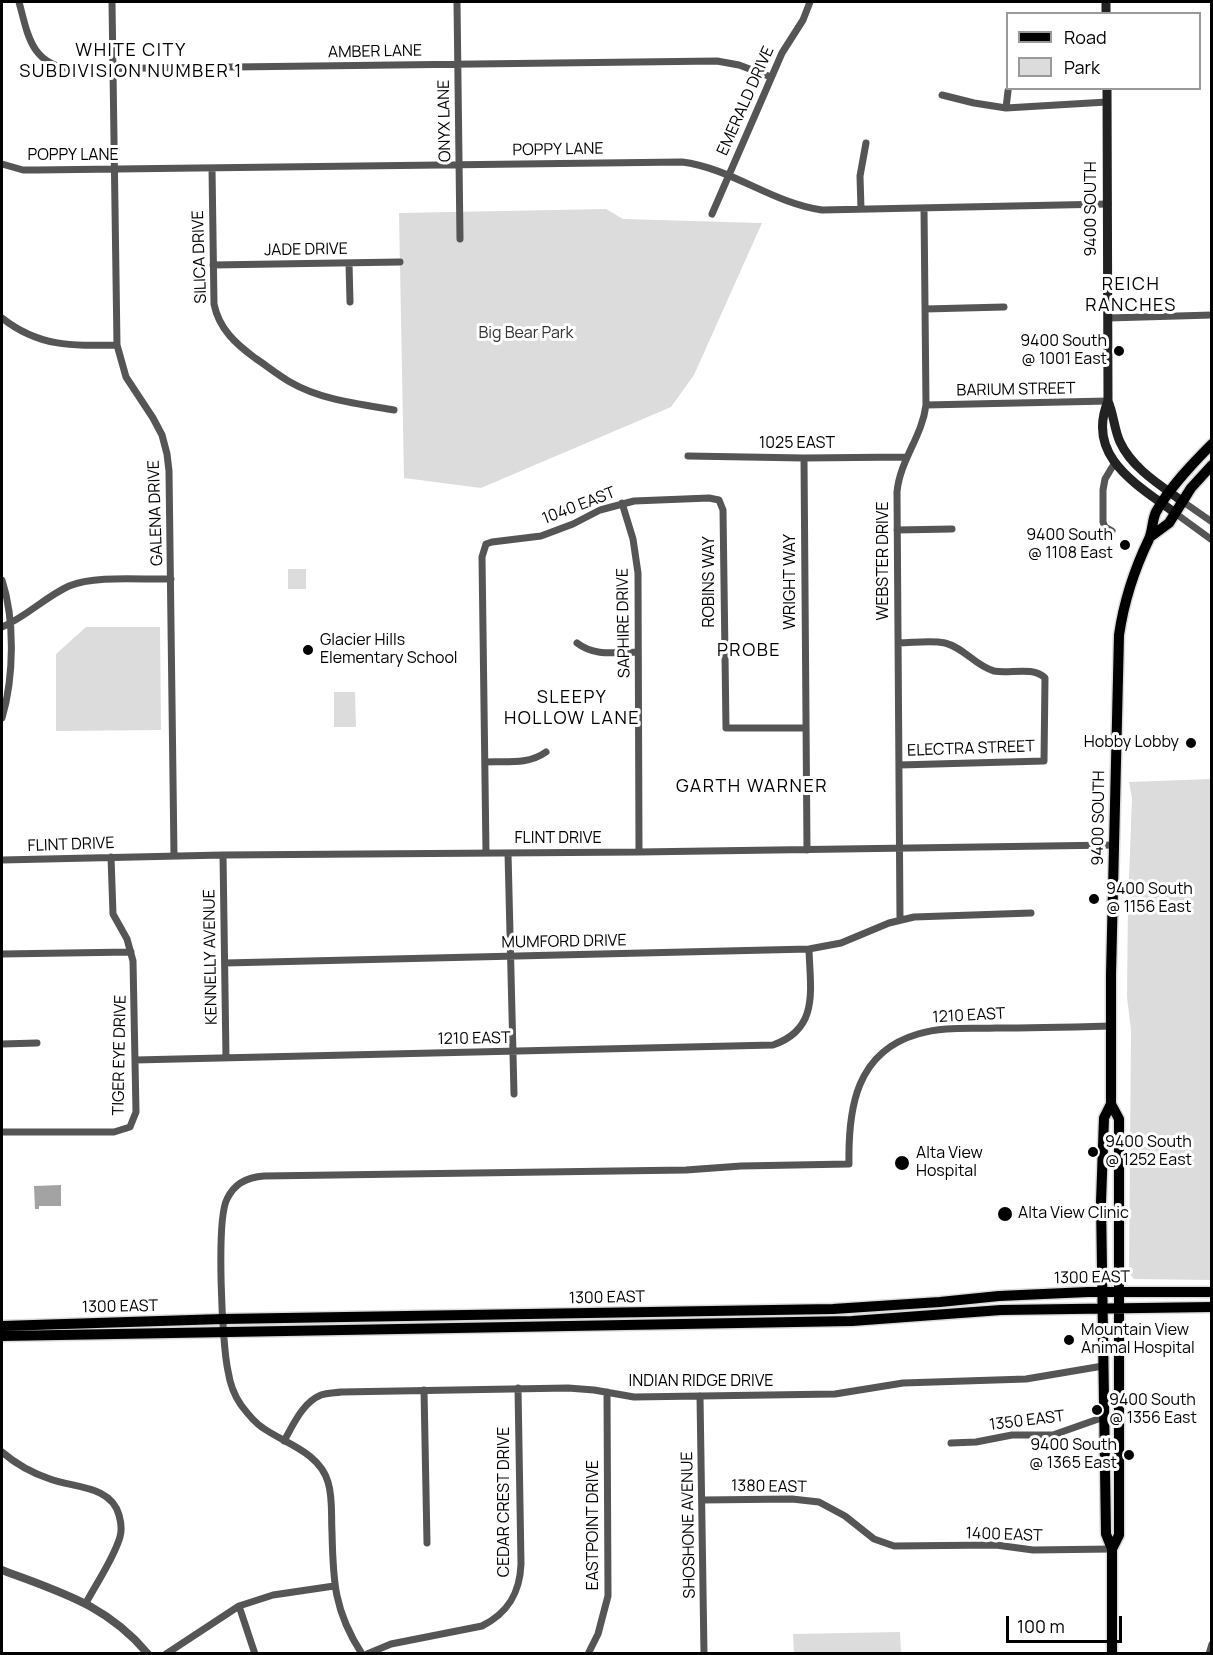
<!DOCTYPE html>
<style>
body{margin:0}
#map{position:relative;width:1213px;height:1655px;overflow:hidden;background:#fff;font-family:Manrope,sans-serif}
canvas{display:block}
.frame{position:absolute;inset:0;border:3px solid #000;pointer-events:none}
.legend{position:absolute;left:1006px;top:12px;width:195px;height:78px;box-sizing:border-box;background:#fff;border:2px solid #999;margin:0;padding:8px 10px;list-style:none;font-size:18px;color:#000}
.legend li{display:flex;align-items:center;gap:12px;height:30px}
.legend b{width:30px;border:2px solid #999}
.scale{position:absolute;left:1006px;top:1616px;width:116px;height:27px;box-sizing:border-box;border:3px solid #000;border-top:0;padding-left:8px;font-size:18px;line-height:21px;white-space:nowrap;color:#000;-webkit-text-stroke:4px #fff;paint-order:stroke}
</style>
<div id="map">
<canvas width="1213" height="1655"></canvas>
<div class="frame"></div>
<ul class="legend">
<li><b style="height:8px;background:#000"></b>Road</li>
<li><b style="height:16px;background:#dcdcdc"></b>Park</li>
</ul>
<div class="scale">100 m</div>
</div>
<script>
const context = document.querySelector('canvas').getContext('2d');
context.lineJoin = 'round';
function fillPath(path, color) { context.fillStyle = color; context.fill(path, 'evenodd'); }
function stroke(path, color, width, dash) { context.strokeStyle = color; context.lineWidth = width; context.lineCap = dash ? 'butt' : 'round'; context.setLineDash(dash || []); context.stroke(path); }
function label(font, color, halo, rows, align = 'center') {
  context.font = font + ' Manrope,sans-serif'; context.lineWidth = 6; context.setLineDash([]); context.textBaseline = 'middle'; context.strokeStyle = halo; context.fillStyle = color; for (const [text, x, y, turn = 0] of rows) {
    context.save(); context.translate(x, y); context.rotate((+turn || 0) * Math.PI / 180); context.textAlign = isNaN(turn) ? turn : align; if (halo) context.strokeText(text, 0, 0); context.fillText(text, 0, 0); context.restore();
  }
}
fillPath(new Path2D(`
 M606,209L623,219L762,223L694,375L671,407L481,488L404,478L399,213Z
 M288,569H306V589H288Z
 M86,627H160L161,730L56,731V654Z
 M334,692H355L356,727H334Z
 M1211,779V1280L1134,1279L1129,1273L1131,1030L1127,997L1128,905L1132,798L1129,782Z
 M900,1632L901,1653H794L793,1634Z`), '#dcdcdc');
fillPath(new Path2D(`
 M61,1185V1206H39V1209H35L34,1186Z`), '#a3a3a3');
const primary = new Path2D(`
 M1150,537L1169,523L1191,488L1212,465
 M1111,1104L1119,1119V1535L1112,1549
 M2,1326L223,1319L833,1309L940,1302L999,1296L1088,1292H1212
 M2,1336L852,1321L1001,1310L1212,1307
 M1112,1654V1549L1106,1534L1101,1202L1104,1118L1111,1104V974L1119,635C1124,601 1134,570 1149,539C1153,530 1152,520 1156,512C1170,487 1192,464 1212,444`);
stroke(primary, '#dbdbdb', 13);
stroke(new Path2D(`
 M19,2C28,35 31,65 72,69L717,61L739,65L771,77
 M112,2L117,345L126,377L153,418L162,435L167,454L169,471L174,856
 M457,2L460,239
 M942,95L974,103L1006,108L1107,102
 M1006,108L1008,91
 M2,164L23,170H37L682,162C731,168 772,203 822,210L1108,204
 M212,168L214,304C219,329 236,344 255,358C267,366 278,375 290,382C321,400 359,404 394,410
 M861,209L860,176L866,143
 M712,214L782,53L803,20L810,2
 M349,263L350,302
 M213,265L400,262
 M925,309L1004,307
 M2,318C39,347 72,346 117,345
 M1108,318L1212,315
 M926,405L1108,401
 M688,456L804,458L906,457
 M804,458L807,850
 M1182,501L1212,522
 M622,503L633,539L638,573L639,852
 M1175,513L1212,540
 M897,530L952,529
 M1112,531L1105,527L1103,522V490L1105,479L1114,464
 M2,580C15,620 14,677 2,718
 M2,627C26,617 45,597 69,586C95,575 143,580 171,579
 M577,643C595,657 616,652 638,652
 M898,643C913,643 930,640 945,643C965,648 975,666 994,671C1010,674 1033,666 1045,678L1044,761L899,765
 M485,762C506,761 528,765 546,752
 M486,853L482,557L486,544L492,542L541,536L573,524L600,510L634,501L709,498L719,500L723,510L726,728H806
 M508,853L514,1094
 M223,855L226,1058
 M2,860L223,855L639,852L1114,845
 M900,920L897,492C900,460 922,437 926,405L924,208
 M2,954L131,952
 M225,963L809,949L841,943L889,923L914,917L1031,913
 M2,1044L37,1043
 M135,1060L773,1045C820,1029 810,989 809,949
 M2,1132H114L130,1127L136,1112L133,961L127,939L113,914L111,857
 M424,1390L427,1543
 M700,1396L704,1654
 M284,1441C293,1425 303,1402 321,1395C327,1393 335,1393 341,1392L568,1388L594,1390L634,1397L835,1394L903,1383L1026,1379L1103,1366
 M951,1443L976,1442L1012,1435H1053L1104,1417
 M2,1452C16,1464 32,1473 50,1479C73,1488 111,1485 119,1515C121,1522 122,1530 120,1537C113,1560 97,1582 86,1603
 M702,1500L792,1499L819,1502L845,1516L874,1539L894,1546L996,1545L1033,1550L1112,1549
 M239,1606L255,1654
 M166,1654L239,1606L273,1595L334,1586
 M362,1654C334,1611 333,1581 332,1532C331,1516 333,1498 328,1482C319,1452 286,1444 263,1428C255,1423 247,1413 241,1405C234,1395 230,1384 228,1371C222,1344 216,1220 227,1199C234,1184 248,1177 264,1176L686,1170L741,1166L849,1164C848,1108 856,1052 918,1034C943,1026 971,1029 996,1028C1034,1028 1073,1027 1111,1026
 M367,1654L391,1644L482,1626C508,1613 520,1593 521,1564L518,1388
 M588,1654L598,1634L608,1596L607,1392
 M1209,1654L1212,1644`), '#555', 7);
stroke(new Path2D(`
 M2,1570C59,1592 106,1604 148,1654`), '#555', 8);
stroke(new Path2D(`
 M1106,2V14
 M1107,88L1108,401C1085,457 1138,485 1175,513
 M1108,401C1114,415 1114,429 1120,442C1132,468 1160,485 1182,501`), '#222', 9);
stroke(primary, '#000', 10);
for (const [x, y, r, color] of [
 [1119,351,6,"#000"],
 [1125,545,6,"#000"],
 [308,650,6,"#000"],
 [1191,743,6,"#000"],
 [1094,899,6,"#000"],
 [1093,1152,6,"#000"],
 [902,1163,8,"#000"],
 [1005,1214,8,"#000"],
 [1069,1340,6,"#000"],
 [1097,1410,6,"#000"],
 [1129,1455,6,"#000"]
]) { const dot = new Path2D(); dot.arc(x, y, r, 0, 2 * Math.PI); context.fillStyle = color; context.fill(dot); stroke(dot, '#fff', 2); }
label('16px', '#000', '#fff', [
 ["AMBER LANE",375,52,-1],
 ["EMERALD DRIVE",746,101,-66],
 ["ONYX LANE",445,121,-91],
 ["POPPY LANE",558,150,-1],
 ["POPPY LANE",73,156],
 ["9400 SOUTH",1092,209,-90],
 ["JADE DRIVE",306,250,-1],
 ["SILICA DRIVE",200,257,-92],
 ["BARIUM STREET",1016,390,-1],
 ["1025 EAST",797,444],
 ["1040 EAST",579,506,-21],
 ["GALENA DRIVE",156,513,-92],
 ["WEBSTER DRIVE",884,561,-90],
 ["ROBINS WAY",710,582,-90],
 ["WRIGHT WAY",791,582,-90],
 ["SAPHIRE DRIVE",624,623,-91],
 ["ELECTRA STREET",971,749,-2],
 ["9400 SOUTH",1099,818,-89],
 ["FLINT DRIVE",558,839],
 ["FLINT DRIVE",71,845,-2],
 ["MUMFORD DRIVE",564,942,-1],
 ["KENNELLY AVENUE",211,957,-91],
 ["1210 EAST",969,1016,-3],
 ["1210 EAST",474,1039,-1],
 ["TIGER EYE DRIVE",120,1055,-89],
 ["1300 EAST",1092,1278,-1],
 ["1300 EAST",607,1298,-1],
 ["1300 EAST",120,1307,-1],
 ["INDIAN RIDGE DRIVE",701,1382],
 ["1350 EAST",1027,1421,-7],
 ["1380 EAST",769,1487,1],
 ["CEDAR CREST DRIVE",505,1502,-90],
 ["EASTPOINT DRIVE",594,1525,-90],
 ["SHOSHONE AVENUE",689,1525,-91],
 ["1400 EAST",1004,1535,2]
]);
label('16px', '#333', '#fff', [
 ["Big Bear Park",526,334]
]);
label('16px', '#000', '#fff', [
 ["9400 South",1107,342,"right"],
 ["@ 1001 East",1107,360,"right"],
 ["9400 South",1113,536,"right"],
 ["@ 1108 East",1113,554,"right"],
 ["Glacier Hills",320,641],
 ["Elementary School",320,659],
 ["Hobby Lobby",1179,743,"right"],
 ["9400 South",1106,890],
 ["@ 1156 East",1106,908],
 ["9400 South",1105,1143],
 ["@ 1252 East",1105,1161],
 ["Alta View",916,1154],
 ["Hospital",916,1172],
 ["Alta View Clinic",1018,1214],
 ["Mountain View",1081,1331],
 ["Animal Hospital",1081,1349],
 ["9400 South",1109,1401],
 ["@ 1356 East",1109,1419],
 ["9400 South",1117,1446,"right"],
 ["@ 1365 East",1117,1464,"right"]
], 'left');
context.letterSpacing = '1.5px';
label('18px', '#000', '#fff', [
 ["WHITE CITY",131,51],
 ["SUBDIVISION NUMBER 1",131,72],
 ["REICH",1131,285],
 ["RANCHES",1131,306],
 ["PROBE",749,651],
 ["SLEEPY",572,698],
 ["HOLLOW LANE",572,719],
 ["GARTH WARNER",752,787]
]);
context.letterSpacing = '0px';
</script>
........
**What you will do:**
Show, from the listing above, each line that contains the word "center".

**Response area:**
.legend li{display:flex;align-items:center;gap:12px;height:30px}
function label(font, color, halo, rows, align = 'center') {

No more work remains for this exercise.